Я запрокидываю голову и принимаюсь хохотать. Смех стремится на свободу, будто был заперт внутри долгие годы. Не знаю, сколько это продолжается. Обращает ли кто-то на меня в этот момент внимание? Наверняка, только наплевать — сейчас радость и даже что-то похожее на счастье вырывается из груди, а до всего остального мне дела нет. Где были все эти люди, когда мне нужна была помощь? Правильно, они чужие, посторонние, значит, и мнение их о моём морально-этическом облике могут оставить при себе.
Телефон мой всё так же дома, поэтому знать не знаю, который сейчас час. Но, наверное, что-то около девяти, поэтому если хочу увидеть Арчи, нужно поторапливаться.

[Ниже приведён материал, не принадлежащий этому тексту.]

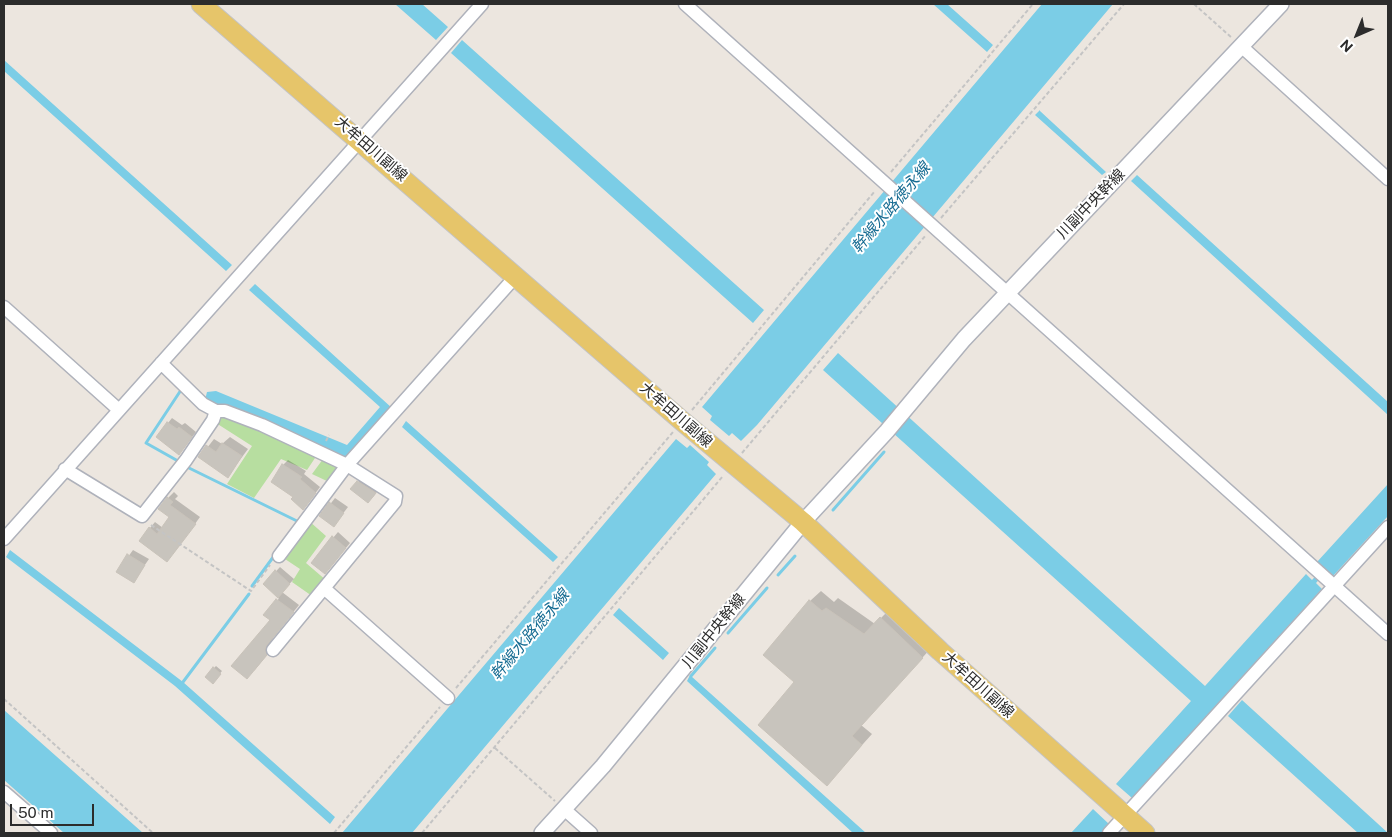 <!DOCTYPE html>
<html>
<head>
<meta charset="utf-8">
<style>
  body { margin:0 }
  #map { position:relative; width:1392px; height:837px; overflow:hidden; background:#ece6df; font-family:"Public Sans",sans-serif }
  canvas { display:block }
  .frame { position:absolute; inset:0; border:5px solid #2c2c2c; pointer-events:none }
  .north { position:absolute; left:1332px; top:10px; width:50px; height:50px; -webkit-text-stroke:4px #fff; paint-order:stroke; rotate:224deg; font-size:14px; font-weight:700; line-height:20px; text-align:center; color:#2c2c2c }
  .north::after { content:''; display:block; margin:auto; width:18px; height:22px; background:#2c2c2c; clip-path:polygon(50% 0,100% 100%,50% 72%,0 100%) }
  .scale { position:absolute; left:10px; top:804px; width:84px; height:22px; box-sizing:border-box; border:2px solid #2c2c2c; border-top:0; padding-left:6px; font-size:15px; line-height:18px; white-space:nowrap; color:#2c2c2c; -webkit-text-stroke:4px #fff; paint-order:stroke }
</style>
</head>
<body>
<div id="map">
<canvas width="1392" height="837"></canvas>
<div class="frame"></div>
<div class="north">N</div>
<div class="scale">50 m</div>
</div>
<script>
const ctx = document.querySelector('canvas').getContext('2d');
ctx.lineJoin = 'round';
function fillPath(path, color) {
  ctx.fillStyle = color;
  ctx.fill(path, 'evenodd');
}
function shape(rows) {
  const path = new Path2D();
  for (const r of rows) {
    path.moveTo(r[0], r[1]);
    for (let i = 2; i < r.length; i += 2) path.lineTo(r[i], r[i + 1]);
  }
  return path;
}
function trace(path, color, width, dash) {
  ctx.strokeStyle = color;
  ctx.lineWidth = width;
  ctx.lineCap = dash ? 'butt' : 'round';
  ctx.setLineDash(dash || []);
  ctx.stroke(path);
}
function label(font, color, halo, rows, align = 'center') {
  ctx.font = font + ' "Public Sans","Noto Sans JP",sans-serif';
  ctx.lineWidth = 4;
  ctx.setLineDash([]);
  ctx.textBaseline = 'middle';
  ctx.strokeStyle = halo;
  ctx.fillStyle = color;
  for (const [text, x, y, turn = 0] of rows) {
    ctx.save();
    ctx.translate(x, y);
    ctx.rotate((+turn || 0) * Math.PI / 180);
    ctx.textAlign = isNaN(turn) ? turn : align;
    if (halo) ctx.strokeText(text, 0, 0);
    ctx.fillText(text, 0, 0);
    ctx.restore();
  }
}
fillPath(shape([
  [222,415,317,455,307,470,281,459,254,498,227,484,252,446,216,423],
  [323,459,340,467,329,482,312,474],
  [309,521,326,536,306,563,327,581,312,596,292,582,300,569,285,559]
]), '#b7dea0');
fillPath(shape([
  [395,4,422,4,448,27,436,40],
  [933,4,947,4,993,45,987,52],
  [1042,4,1113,4,757,425,741,441,732,433,729,436,710,420,712,416,702,407],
  [462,40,764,310,753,323,451,53],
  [4,60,232,265,226,271,4,71],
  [1040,110,1040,111,1106,172,1102,175,1035,115],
  [1137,175,1388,402,1388,415,1131,181],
  [255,284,392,408,347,458,262,419,205,400,207,392,216,391,347,445,380,407,249,290],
  [838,353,1205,686,1306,574,1312,580,1323,568,1317,562,1388,484,1388,516,1333,576,1327,571,1316,583,1322,589,1132,798,1116,784,1191,701,823,370],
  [406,421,558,557,553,562,402,427],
  [676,439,687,448,690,445,709,462,707,465,716,474,412,833,342,833],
  [10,550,183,682,335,817,330,824,175,686,6,557],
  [619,608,669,653,663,660,613,615],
  [690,675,691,676,866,833,853,833,687,681],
  [1242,700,1388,833,1358,833,1228,716],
  [4,710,143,833,64,833,4,780],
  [1093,809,1109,824,1101,833,1071,833]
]), '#7bcde6');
fillPath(shape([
  [172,418,182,425,185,423,196,432,183,449,168,423],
  [230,437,248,449,228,476,200,457,214,439,222,444],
  [288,460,306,471,304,474,320,487,308,503,295,497,283,465],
  [363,477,380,488,373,497,358,482],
  [174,492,178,496,175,499,200,517,173,554,150,528,155,522,163,528,171,517,168,498],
  [335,498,348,507,338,520,321,516],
  [338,532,350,543,330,567,312,563],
  [133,550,149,559,133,582,117,572],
  [280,567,294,579,282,592,299,605,273,637,271,642,273,647,254,671,279,597,264,584],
  [821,591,834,602,838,598,875,624,892,607,933,646,861,725,872,734,837,773,796,682,810,601],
  [216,666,222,671,213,682,214,668]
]), '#0003');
trace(shape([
  [178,461,146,443,181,390],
  [187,467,299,522],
  [833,510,884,452],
  [778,575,795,556],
  [252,586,274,556],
  [728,633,767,588],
  [691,676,715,648],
  [183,682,249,594]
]), '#7bcde6', 3);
const building = shape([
  [167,422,177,429,179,427,192,437,179,455,156,437,167,422],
  [222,443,242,456,228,478,198,457,206,445,216,452,222,443],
  [282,464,302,477,300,479,316,493,303,510,291,499,293,497,271,482,282,464],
  [357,481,376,493,368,503,350,489,357,481],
  [167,497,173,502,170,505,196,524,167,562,139,541,149,527,157,534,169,517,158,509,167,497],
  [329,502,344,513,334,527,319,516,329,502],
  [332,536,346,548,325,574,311,563,332,536],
  [127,554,145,565,134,583,116,572,127,554],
  [275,570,290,584,278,598,263,584,275,570],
  [276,599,294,612,267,645,265,649,267,655,247,679,231,666,270,620,263,615,276,599],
  [809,600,822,611,826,608,864,634,880,617,923,658,852,736,862,745,827,786,758,725,794,682,763,655,809,600],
  [213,667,221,674,213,684,205,677,213,667]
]);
fillPath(building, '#c8c4bd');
trace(building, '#c8c2b9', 1);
const minor = shape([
  [685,4,1388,634],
  [1241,46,1388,179],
  [4,307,119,410],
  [161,363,203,404,216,411,225,411,262,425,347,465,516,276],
  [65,469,142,516,186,460,213,420,216,411],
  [4,539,482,4],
  [325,589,448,698],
  [273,650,395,502,396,496,347,465,279,556],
  [4,792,51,833],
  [564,809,591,833],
  [1109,833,1388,527]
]);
const tertiary = shape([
  [542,833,603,766,803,522,887,431,964,339,1281,4]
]);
const primary = shape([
  [201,4,682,421,803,522,940,651,1145,833]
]);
trace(minor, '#afb2bb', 15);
trace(tertiary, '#afb2bb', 18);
trace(primary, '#c4c4c4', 21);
trace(shape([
  [1194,4,1232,38],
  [891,172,1033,4],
  [941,218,1124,4],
  [692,410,875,191],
  [326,441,329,435],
  [742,453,926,235],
  [151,525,251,591,270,565],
  [456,688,673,432],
  [4,699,153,833],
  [495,748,555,801],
  [334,833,440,707],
  [422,833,723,476]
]), '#c4c4c4', 2, [4, 2.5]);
trace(minor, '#fff', 12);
trace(tertiary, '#fff', 15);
trace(primary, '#e6c56a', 19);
label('15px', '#2c2c2c', '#fff', [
  ["大牟田川副線",371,149,41],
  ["川副中央幹線",1091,204,-46],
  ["大牟田川副線",676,415,41],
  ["川副中央幹線",714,631,-51],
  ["大牟田川副線",978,685,42]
]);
label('italic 16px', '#186d93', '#fff', [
  ["幹線水路徳永線",891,208,-50],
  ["幹線水路徳永線",530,635,-50]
]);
</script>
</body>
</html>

Перебегаю на другую сторону, чувствуя такую лёгкость, словно груз всех проблем разом упал с плеч. На парковке возле булочной замечаю несколько автомобилей и мотоцикл с уже знакомым рисунком — захочу, ни с каким другим уже не спутаю. Всё-таки это не шутка и не повод поиздеваться — он действительно здесь. Набираю полную грудь воздуха и открываю дверь.